» RECORDS SHOWN
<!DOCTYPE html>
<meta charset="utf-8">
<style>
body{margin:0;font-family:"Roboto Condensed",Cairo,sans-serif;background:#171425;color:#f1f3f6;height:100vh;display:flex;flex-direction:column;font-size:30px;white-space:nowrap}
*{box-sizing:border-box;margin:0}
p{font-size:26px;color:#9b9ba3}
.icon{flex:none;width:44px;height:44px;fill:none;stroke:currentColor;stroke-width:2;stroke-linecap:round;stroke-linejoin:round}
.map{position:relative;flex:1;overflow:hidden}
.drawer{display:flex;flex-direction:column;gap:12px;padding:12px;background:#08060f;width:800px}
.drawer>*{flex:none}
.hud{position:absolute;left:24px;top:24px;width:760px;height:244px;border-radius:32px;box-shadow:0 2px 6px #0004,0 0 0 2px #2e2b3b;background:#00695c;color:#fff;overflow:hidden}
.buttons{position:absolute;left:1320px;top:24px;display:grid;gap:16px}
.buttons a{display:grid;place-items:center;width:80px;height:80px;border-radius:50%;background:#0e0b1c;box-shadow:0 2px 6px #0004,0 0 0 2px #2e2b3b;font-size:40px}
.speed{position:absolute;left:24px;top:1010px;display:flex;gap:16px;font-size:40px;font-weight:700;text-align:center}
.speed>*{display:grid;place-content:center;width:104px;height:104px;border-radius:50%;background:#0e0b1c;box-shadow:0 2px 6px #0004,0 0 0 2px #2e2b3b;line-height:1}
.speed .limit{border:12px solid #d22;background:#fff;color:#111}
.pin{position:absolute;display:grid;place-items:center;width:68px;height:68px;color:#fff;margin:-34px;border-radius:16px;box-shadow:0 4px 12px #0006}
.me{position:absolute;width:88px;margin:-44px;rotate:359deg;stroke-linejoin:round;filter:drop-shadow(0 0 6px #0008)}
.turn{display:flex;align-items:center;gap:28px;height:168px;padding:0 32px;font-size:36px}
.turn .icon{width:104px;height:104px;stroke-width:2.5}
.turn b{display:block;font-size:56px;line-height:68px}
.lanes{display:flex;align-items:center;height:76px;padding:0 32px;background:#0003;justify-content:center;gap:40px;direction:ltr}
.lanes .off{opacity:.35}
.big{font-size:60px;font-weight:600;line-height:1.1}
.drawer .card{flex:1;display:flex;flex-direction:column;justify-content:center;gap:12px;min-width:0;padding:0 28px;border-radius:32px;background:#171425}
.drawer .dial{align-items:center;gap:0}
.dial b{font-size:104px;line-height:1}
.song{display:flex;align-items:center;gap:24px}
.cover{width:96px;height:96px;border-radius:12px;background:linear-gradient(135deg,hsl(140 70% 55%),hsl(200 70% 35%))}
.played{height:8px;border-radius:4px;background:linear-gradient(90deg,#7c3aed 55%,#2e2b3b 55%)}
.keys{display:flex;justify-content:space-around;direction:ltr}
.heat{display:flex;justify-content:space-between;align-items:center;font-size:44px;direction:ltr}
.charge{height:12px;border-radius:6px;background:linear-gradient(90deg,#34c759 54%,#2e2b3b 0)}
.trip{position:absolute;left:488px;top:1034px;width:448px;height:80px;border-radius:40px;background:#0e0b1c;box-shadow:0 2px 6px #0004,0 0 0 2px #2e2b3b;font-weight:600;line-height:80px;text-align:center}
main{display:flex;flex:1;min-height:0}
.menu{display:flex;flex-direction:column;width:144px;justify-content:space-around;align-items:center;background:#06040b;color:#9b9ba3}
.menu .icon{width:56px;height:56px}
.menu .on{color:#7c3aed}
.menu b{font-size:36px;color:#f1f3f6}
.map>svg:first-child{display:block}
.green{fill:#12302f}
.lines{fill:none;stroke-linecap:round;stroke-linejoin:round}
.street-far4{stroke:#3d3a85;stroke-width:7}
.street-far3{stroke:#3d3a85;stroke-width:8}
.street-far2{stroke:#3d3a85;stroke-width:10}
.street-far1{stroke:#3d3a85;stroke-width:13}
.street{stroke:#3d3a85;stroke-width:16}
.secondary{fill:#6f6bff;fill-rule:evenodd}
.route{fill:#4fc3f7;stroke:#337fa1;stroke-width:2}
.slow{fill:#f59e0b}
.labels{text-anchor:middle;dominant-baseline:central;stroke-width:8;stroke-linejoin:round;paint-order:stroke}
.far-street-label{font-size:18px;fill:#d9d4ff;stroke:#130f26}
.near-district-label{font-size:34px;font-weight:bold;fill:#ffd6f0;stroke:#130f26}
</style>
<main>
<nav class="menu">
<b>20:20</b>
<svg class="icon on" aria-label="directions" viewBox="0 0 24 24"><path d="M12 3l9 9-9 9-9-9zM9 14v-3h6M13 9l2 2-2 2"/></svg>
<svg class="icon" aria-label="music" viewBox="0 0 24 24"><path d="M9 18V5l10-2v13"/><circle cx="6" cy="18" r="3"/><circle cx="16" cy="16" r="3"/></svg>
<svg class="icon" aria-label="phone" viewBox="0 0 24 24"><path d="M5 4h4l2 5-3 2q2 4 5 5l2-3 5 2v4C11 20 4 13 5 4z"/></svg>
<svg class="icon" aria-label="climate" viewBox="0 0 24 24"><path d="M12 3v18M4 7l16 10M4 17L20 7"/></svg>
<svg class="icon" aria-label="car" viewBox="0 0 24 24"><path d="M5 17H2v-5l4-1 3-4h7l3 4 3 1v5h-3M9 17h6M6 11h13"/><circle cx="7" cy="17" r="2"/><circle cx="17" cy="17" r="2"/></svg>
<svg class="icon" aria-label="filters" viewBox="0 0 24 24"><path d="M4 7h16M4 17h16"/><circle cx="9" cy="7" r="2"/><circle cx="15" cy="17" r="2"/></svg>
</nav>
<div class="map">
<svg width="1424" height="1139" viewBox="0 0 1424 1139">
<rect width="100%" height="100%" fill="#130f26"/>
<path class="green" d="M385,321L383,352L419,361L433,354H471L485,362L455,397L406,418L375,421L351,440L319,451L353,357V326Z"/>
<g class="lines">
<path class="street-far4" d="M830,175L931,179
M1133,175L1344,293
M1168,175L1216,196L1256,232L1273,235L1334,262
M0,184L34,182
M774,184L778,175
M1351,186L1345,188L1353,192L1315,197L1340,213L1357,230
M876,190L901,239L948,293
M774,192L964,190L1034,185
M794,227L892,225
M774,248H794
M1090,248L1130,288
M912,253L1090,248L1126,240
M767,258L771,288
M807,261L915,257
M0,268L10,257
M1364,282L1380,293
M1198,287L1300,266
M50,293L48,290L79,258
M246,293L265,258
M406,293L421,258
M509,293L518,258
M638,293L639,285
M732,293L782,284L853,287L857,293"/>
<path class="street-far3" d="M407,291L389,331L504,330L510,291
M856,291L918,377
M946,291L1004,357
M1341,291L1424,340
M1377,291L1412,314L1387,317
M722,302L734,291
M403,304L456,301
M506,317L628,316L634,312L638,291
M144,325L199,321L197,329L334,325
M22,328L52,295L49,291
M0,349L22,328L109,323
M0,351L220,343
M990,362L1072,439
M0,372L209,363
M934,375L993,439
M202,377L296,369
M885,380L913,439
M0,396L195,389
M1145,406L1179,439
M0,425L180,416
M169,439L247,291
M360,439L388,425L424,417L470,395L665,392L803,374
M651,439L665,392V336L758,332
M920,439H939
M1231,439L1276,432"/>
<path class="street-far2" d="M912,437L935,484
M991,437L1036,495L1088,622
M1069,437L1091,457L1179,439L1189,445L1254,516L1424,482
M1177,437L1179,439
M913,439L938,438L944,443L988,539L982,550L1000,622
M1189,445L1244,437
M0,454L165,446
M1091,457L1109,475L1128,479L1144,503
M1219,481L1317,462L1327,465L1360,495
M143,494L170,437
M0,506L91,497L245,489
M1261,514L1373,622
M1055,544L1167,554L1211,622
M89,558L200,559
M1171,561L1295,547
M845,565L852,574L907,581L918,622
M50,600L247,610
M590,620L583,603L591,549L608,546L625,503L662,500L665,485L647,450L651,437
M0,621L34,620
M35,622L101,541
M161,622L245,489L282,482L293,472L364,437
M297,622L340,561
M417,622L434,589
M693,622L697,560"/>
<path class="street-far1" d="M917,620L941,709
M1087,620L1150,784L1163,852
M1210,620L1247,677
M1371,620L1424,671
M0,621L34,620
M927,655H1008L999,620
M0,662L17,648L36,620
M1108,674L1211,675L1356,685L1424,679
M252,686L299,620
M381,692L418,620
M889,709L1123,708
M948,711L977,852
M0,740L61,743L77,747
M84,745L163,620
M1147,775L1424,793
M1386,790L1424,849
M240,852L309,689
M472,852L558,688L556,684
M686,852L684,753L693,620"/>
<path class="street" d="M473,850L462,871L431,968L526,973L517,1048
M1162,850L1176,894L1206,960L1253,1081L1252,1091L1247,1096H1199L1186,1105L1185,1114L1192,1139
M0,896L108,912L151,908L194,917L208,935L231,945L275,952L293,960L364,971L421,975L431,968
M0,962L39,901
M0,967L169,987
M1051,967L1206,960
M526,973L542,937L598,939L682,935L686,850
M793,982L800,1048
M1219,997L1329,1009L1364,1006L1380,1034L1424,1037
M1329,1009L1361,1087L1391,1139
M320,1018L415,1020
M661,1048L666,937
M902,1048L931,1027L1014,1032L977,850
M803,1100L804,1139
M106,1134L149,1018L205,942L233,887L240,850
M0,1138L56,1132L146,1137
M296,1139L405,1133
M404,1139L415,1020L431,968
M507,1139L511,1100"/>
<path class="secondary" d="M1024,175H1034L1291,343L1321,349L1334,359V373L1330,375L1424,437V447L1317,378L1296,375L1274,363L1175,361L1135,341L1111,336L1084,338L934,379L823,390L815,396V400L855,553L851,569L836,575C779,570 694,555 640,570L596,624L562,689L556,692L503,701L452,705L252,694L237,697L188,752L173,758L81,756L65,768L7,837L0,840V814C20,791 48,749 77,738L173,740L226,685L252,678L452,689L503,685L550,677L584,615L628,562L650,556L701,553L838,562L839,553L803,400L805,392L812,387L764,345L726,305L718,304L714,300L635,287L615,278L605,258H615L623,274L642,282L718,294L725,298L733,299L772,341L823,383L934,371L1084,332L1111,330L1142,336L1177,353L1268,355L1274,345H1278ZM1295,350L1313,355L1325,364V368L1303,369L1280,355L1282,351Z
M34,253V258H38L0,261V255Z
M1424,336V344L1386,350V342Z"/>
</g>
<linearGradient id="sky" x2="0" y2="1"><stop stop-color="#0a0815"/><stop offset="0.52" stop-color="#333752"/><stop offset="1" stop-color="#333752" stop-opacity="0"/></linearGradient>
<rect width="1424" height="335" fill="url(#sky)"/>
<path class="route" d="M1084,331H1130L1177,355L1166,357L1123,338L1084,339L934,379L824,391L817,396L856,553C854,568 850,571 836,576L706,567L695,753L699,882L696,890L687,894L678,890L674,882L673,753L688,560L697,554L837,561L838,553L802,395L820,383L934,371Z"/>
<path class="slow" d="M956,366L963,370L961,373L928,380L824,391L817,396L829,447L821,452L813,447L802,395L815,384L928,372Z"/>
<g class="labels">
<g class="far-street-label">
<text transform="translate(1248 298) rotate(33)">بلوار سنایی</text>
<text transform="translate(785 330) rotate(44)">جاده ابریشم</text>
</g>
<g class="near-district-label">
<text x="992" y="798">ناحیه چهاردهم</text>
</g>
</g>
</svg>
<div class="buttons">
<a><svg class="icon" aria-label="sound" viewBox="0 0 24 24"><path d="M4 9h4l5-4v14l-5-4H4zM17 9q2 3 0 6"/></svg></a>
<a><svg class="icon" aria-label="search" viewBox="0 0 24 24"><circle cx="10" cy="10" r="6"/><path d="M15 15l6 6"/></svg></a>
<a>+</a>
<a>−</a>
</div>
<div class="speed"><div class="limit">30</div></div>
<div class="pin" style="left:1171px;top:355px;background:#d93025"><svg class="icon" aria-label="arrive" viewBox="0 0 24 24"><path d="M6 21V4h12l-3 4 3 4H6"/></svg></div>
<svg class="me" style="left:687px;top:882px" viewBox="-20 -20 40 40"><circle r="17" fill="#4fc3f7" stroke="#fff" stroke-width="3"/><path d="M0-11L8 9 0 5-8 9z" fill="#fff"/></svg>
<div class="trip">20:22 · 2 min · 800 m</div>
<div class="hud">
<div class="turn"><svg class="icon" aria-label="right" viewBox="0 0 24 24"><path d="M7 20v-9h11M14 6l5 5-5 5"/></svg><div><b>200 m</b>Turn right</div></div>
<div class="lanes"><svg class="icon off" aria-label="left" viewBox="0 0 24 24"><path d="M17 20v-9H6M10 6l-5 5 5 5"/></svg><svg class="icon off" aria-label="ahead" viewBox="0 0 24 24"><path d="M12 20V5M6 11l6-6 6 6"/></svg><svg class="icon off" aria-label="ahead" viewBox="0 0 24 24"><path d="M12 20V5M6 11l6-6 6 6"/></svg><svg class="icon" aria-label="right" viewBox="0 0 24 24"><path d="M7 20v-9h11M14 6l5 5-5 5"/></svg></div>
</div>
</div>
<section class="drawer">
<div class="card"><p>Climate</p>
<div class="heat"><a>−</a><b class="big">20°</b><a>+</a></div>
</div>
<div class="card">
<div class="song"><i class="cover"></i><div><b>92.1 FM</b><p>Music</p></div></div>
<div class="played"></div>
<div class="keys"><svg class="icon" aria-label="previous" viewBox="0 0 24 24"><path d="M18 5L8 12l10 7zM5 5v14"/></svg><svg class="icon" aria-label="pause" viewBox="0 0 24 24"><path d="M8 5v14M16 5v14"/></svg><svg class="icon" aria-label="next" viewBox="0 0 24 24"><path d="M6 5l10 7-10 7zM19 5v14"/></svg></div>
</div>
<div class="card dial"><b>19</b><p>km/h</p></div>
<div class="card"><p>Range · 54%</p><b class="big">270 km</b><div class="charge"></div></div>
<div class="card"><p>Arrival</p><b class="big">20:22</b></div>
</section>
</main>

» WHAT TO PRODUCE
Report every line of the material above in which "menu" appears.

» ANSWER TO THIS EXERCISE
.menu{display:flex;flex-direction:column;width:144px;justify-content:space-around;align-items:center;background:#06040b;color:#9b9ba3}
.menu .icon{width:56px;height:56px}
.menu .on{color:#7c3aed}
.menu b{font-size:36px;color:#f1f3f6}
<nav class="menu">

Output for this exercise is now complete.